Cervical spinal cord infarction is a rare condition, accounting for approximately 1–2% of all ischaemic events of the central nervous system (1,2). Diagnosis is often challenging due to clinical overlap with inflammatory, autoimmune, or compressive myelopathies (3). Early recognition is crucial to initiate appropriate treatment and avoid unnecessary or potentially harmful therapies.

Case Presentation

We report the case of a 65-year-old previously healthy man who developed acute cervical pain and paraesthesia in the hands while exposed to sunlight, followed within one hour by complete tetraplegia and respiratory failure, with preserved sensation.

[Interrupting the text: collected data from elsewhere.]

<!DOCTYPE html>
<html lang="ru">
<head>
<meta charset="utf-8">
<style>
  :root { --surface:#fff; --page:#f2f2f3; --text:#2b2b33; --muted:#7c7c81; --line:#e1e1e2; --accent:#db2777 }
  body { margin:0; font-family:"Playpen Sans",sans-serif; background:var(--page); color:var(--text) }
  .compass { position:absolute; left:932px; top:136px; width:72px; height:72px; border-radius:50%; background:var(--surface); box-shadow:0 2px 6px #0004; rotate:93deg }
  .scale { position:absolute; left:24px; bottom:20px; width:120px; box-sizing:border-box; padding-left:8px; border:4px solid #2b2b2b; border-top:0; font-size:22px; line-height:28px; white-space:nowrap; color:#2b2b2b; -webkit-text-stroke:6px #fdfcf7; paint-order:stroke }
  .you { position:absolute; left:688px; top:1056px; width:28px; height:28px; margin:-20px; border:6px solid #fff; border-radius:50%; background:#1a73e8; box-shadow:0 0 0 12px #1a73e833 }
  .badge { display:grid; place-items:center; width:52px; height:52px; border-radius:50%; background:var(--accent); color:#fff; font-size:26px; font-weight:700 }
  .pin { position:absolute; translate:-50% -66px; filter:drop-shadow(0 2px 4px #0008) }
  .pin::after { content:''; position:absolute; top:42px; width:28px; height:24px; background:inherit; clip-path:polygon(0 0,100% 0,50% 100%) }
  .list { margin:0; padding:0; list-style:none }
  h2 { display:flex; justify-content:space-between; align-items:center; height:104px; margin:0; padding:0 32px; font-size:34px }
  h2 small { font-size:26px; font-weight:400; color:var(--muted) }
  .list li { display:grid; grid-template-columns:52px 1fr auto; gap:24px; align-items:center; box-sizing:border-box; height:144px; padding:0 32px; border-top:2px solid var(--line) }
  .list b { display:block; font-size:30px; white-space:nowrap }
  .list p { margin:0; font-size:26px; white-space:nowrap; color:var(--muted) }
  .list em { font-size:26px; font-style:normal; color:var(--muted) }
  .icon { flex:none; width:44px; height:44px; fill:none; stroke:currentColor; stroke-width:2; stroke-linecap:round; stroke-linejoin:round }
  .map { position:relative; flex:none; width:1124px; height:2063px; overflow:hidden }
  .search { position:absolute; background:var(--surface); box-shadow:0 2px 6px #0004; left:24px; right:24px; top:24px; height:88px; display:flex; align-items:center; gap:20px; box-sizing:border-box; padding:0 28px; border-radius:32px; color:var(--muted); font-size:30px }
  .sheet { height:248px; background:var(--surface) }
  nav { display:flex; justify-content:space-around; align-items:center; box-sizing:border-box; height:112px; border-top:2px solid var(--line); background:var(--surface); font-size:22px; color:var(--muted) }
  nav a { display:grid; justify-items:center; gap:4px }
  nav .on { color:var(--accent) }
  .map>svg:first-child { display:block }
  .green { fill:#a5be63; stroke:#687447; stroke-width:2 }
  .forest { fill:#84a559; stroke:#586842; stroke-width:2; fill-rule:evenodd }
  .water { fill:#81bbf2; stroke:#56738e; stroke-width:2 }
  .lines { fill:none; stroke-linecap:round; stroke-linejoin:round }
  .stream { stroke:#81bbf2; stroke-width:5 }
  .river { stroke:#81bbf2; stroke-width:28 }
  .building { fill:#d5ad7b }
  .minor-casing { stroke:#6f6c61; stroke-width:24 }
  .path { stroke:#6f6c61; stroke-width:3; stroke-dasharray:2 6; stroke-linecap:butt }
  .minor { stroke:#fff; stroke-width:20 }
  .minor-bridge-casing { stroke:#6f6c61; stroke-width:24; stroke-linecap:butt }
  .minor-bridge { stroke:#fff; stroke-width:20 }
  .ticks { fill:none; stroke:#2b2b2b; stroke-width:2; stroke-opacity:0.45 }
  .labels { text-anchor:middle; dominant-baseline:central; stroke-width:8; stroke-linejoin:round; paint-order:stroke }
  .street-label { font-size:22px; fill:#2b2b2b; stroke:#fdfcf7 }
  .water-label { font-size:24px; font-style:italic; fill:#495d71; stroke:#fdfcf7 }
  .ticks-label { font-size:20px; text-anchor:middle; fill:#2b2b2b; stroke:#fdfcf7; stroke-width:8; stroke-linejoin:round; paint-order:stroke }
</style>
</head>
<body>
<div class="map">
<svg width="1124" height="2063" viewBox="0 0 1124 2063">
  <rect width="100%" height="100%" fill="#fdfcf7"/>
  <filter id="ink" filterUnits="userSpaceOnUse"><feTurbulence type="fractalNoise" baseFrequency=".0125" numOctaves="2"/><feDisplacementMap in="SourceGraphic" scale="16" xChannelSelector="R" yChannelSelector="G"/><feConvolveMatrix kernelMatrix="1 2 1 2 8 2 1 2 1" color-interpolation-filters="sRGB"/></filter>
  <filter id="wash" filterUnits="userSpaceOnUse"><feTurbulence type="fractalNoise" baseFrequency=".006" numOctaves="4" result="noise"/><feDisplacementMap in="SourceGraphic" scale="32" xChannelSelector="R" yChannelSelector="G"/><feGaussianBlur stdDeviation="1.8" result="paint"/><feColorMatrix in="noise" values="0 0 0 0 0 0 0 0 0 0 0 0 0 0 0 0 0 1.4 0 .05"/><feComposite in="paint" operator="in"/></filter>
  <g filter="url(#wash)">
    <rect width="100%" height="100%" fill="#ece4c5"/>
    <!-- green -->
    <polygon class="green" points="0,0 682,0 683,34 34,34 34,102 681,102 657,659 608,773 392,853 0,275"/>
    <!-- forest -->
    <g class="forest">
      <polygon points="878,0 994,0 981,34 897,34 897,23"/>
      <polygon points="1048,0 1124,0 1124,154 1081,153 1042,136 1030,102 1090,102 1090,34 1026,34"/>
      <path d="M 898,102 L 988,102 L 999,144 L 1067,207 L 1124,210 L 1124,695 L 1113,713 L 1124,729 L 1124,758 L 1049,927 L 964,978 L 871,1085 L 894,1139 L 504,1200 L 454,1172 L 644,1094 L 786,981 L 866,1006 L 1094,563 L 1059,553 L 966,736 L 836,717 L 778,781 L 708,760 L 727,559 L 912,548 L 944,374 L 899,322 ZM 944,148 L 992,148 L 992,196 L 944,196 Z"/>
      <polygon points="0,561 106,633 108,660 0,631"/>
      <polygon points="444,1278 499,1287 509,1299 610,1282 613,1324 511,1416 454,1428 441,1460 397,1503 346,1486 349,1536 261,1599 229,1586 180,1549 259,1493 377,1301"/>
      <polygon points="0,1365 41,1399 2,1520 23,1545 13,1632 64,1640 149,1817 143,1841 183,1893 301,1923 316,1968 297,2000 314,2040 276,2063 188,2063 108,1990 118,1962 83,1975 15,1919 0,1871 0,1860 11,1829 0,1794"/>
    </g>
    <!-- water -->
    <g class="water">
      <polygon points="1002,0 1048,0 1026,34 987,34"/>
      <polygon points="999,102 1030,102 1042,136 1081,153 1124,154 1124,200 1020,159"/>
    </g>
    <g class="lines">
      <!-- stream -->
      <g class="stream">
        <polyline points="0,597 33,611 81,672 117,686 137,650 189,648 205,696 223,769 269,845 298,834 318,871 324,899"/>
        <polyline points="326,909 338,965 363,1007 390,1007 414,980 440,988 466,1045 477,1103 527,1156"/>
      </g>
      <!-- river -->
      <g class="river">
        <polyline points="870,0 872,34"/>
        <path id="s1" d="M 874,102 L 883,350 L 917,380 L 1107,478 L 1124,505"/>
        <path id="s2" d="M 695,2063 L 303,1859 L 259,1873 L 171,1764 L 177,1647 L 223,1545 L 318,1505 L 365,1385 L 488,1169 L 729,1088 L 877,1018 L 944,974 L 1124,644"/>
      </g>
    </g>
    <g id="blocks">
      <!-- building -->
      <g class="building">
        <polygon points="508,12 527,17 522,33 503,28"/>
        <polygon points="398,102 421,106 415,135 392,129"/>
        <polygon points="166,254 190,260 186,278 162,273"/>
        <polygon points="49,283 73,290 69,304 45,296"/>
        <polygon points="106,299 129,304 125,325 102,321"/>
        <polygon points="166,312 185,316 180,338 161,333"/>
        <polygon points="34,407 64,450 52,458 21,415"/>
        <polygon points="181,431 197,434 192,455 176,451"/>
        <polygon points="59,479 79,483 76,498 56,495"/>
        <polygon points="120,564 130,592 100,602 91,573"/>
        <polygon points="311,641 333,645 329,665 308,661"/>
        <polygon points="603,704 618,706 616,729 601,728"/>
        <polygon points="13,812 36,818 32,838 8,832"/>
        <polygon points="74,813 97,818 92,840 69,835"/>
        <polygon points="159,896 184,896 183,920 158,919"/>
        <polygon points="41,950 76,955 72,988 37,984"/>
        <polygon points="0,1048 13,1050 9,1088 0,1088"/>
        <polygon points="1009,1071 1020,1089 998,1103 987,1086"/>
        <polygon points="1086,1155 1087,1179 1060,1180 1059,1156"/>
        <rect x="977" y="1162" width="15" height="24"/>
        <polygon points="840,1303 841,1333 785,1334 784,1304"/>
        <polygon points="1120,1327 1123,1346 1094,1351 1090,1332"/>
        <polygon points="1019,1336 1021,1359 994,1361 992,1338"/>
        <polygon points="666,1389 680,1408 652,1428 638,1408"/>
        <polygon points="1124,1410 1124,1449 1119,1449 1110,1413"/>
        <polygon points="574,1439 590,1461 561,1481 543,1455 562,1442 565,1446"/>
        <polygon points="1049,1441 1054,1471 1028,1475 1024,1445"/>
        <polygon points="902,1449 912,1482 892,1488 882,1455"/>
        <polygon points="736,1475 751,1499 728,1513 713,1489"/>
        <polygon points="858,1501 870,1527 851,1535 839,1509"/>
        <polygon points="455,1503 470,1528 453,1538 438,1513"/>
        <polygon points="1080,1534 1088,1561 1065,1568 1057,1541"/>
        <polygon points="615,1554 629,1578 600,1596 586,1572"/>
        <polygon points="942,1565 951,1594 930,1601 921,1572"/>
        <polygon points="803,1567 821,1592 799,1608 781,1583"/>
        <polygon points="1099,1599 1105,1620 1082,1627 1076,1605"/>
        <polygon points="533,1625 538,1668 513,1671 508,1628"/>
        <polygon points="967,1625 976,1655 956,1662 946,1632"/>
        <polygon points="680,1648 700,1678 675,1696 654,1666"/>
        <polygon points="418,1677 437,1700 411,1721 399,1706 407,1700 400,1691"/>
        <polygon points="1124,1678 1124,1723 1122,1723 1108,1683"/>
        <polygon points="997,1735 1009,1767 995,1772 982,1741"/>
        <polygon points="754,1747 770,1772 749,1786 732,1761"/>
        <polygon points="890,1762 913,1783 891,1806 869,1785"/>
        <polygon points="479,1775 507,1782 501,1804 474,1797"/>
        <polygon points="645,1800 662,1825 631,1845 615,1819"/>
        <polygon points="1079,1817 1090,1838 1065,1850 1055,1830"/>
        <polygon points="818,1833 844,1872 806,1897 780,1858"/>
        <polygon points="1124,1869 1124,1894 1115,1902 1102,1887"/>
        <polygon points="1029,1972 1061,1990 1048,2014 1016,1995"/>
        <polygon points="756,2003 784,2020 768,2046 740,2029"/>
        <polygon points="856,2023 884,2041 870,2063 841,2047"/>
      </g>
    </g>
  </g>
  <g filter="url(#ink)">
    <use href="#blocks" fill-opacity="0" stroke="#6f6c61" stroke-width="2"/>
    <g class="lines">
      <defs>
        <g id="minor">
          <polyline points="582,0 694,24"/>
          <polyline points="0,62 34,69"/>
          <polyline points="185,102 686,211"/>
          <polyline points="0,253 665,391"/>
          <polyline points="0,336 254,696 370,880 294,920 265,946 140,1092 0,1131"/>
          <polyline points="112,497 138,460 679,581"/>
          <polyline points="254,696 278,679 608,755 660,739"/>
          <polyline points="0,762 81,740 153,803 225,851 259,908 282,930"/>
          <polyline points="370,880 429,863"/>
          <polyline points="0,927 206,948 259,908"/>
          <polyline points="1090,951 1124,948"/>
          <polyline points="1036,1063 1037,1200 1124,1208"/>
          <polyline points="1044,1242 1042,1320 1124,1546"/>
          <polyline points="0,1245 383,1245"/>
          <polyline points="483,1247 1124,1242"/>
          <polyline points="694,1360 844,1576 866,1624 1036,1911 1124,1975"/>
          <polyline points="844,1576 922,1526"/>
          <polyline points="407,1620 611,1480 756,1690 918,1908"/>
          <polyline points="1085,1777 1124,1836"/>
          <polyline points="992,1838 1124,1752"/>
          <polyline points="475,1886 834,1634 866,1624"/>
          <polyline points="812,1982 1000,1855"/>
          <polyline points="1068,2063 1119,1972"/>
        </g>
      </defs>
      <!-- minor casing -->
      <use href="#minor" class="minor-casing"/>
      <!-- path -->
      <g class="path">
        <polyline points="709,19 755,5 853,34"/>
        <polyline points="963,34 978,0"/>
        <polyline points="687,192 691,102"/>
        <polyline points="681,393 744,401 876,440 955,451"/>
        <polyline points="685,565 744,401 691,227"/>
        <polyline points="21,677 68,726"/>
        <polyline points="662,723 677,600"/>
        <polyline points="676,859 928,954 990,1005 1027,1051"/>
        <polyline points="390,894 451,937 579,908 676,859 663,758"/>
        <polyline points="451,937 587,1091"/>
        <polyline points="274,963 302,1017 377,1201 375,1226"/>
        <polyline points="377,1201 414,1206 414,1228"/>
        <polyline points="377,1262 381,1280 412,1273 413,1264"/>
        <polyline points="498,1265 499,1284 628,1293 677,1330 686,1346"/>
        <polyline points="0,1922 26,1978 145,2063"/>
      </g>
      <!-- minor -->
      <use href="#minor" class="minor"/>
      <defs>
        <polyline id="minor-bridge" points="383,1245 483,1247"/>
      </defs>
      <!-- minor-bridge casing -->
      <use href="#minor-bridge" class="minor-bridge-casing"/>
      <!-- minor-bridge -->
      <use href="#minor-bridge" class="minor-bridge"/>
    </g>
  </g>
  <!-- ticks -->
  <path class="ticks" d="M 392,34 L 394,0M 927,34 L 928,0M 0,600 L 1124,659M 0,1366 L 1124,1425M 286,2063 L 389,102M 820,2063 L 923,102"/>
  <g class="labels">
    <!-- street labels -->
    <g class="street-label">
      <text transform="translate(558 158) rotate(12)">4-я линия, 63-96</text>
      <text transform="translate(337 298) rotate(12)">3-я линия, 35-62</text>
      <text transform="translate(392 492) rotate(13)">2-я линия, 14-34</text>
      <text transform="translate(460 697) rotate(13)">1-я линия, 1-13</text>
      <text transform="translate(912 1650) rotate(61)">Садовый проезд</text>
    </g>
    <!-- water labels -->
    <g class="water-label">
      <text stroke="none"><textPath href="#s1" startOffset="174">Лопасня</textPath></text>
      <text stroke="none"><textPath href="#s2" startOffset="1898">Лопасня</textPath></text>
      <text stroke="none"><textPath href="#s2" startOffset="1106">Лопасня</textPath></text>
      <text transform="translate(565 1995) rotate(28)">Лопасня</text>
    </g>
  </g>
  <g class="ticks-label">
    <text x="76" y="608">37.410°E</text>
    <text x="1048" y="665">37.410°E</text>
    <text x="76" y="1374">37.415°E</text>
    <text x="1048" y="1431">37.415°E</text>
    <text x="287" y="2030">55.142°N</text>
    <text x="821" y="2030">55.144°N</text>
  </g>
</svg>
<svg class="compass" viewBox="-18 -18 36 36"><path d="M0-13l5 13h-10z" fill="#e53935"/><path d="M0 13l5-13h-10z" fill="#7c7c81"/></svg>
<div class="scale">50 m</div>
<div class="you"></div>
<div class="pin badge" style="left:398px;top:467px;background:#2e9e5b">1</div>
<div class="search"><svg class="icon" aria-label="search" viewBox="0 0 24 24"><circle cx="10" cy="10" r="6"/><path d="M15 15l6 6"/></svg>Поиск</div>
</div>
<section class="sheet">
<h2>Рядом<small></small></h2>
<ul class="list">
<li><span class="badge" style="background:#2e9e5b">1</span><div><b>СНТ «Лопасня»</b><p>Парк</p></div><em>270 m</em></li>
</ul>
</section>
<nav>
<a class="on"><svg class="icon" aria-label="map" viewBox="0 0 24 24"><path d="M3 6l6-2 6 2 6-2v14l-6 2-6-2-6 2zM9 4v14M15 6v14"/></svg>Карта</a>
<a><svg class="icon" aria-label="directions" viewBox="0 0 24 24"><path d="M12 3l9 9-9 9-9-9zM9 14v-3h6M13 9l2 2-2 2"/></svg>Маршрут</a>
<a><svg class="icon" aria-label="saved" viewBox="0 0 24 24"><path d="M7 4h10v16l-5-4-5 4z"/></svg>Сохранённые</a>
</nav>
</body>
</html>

Brain imaging was unremarkable, while cervical MRI revealed a T2 hyperintensity from C2 to C4, predominantly involving the anterior and paramedian columns (“H-sign”) (4,5), without critical canal stenosis but with minimal disc indentations at C4–C6. CSF analysis was normal. Spinal angiography and transoesophageal echocardiography excluded arteriovenous fistulae, dissections, or embolic sources. A mild hyperhomocysteinaemia (15 µmol/L) was found, with positive anti-recoverin antibodies; anti-AQP4 was negative. The patient received corticosteroids and intravenous immunoglobulins, later discontinued when an ischaemic aetiology was suspected. Antiplatelet and prophylactic anticoagulation therapy were continued. The clinical course was complicated by ventilator-associated pneumonia due to Klebsiella aerogenes, successfully treated with cefepime. Partial motor recovery in the hands and feet was observed from day five onwards.

Conclusions

The clinical and radiological findings, combined with the negative work-up for inflammatory, embolic, or compressive causes, support a diagnosis of cryptogenic ischaemic cervical myelopathy, probably of acute ischaemic–venous origin favoured by minimal disc indentations. This case highlights the diagnostic complexity of acute non-traumatic myelopathies and the crucial role of early multidisciplinary evaluation to establish the aetiology and initiate timely functional rehabilitation (6–8).